Citation71 S.W.2d 1067,335 Mo. 113
Decision Date17 May 1934
Docket Number31609
PartiesW. W. Toler v. Frank W. Coover and Margaret B. Coover, Appellants
CourtUnited States State Supreme Court of Missouri

Appeal from Jackson Circuit Court; Hon. Darius A. Brown Judge.

Affirmed.

Goodwin Creason for appellants.

(1) In Abernathy v. Mo. Pac. Railroad Co., 287 Mo. 30, 228 S.W. 487, this court said: "It is not necessary to cite authorities on the proposition that a judgment void on its face binds no one and may be collaterally attacked whenever and wherever it comes in the way." A void judgment or order of the trial court may be collaterally attacked. Yawitz v. Hopkins, 174 P. 250, 70 Okla. 158. A judgment void on its face may be attacked in any court. Aleman v. Gonzales, 246 S.W. 726; Picardo v Peck, 164 P. 65; Park v. Gibson, 268 Mo. 403. (2) Since the Kansas proceeding and judgments were not in conformity with either the common law, as construed by the Missouri decisions, nor authorized by any Missouri statute it follows that, if proper, it was authorized by some Kansas statute which, with the Kansas decisions construing same, must be pleaded in order to state a cause of action. Schroeder v. Edwards, 267 Mo. 480; Smith v. Trimble-Compton Produce Co., 9 S.W.2d 865. (3) Even if the Kansas judgment were authorized by the common law, it would be necessary to plead the Kansas Constitution, statutes and decisions showing, if at all, how far that State had adopted the common law, since it was carved out of the Louisiana Purchase, from the territory governed by the Roman Civil Law. Musser v. Musser, 281 Mo. 649, 221 S.W. 50; Clark v. Barnes, 58 Mo.App. 668. (4) The Kansas judgment on its face is void. It cannot be corrected "to render judgment different from that actually rendered, even though the judgment actually rendered was not the judgment the judge intended to render." Burnside v. Wand, 170 Mo. 543; Ross v. Ross, 83 Mo. 100; Bank v. Allen, 68 Mo. 474; State v. Joffers, 64 Mo. 376; Belkin v. Rhodes, 76 Mo. 652; Wooldridge v. Quinn, 70 Mo. 371; Campbell v. Daugherty, 71 Mo. 599; Railroad v. Holshlag, 144 Mo. 256; Young v. Young, 165 Mo. 624.

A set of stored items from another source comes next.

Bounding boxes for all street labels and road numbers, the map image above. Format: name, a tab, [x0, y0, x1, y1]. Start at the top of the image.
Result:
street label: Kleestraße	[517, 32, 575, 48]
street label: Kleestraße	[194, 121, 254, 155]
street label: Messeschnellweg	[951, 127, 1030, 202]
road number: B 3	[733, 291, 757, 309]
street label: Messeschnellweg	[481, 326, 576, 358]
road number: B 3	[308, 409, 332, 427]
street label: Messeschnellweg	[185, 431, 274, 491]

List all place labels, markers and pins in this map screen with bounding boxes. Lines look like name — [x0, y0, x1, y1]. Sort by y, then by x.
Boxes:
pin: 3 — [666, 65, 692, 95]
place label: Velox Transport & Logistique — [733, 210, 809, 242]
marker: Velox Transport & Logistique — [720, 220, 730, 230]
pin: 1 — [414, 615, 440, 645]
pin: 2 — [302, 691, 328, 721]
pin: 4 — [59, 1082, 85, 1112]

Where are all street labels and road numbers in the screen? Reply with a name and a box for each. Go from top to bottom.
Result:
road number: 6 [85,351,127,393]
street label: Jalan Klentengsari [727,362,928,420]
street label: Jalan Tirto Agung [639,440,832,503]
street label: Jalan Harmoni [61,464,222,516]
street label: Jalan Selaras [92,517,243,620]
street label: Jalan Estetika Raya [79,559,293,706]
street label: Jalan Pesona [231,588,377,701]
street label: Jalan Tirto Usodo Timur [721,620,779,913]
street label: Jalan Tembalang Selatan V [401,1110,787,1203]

Beardsley & Beardsley, J. John Gillis and Henry D. Green for respondent.

This suit being one for judgment in the State of Missouri for a balance of money due on judgment rendered by a court of general jurisdiction in the State of Kansas, there being no allegation of fraud, the only question involved therefore is whether it is sufficient to plead only the transcript of said judgment, duly authenticated under and in accordance with the Act of Congress, known, termed and designated as "Full Faith and Credit Act." Sec. 1, Art. IV, Const. of United States; Act of Congress of United States, May 26, 1790; Sec. 1700, R. S. 1929; Coy v. Railroad Co., 186 Mo.App. 420; Western Assur. Co. v. Walden, 238 Mo. 61, 141 S.W. 595; Emerson-Brantingham Implement Co. v. Montgomery, 222 Mo.App. 12, 300 S.W. 538; Wilson v. Jackson, 10 Mo. 334; Williams v. Williams, 53 Mo.App. 624; Seymour v. Newman, 77 Mo.App. 582; Howard v. Strode, 242 Mo. 226; Lieber v. Lieber, 239 Mo. 1; Lewis v. Stickey Cigar Co., 209 S.W. 134; Blair v. Caldwell, 3 Mo. 353; McQueen v. Farrow, 4 Mo. 212; Leon-Kahn v. Mercantile Town Mutual Ins. Co., 150 Mo.App. 402; Tootle v. Buckingham, 190 Mo. 196; Tornquist v. Johnson, 13 P.2d 405; Stoer v. Ocklawaha River Farms Co., 138 So. 270; Smith v. Kander, 58 Mo.App. 61; Kincaid v. Storz, 52 Mo.App. 564; 34 C. J. 1104, 1109, 1111, 1112, 1117, 1122, 1123, 1124; Randall v. Snyder, 214 Mo. 23; Birney v. Birney, 161 A. 50, 111 N.J.Eq. 37; Coady v. Legg, 12 P.2d 969; Delanoy v. Delanoy, 13 P.2d 719.

OPINION

Tipton, J.

This is an appeal from a judgment rendered in the Circuit Court of Jackson County, Missouri, wherein the respondent obtained a judgment against the appellants in the sum of $ 7547.26.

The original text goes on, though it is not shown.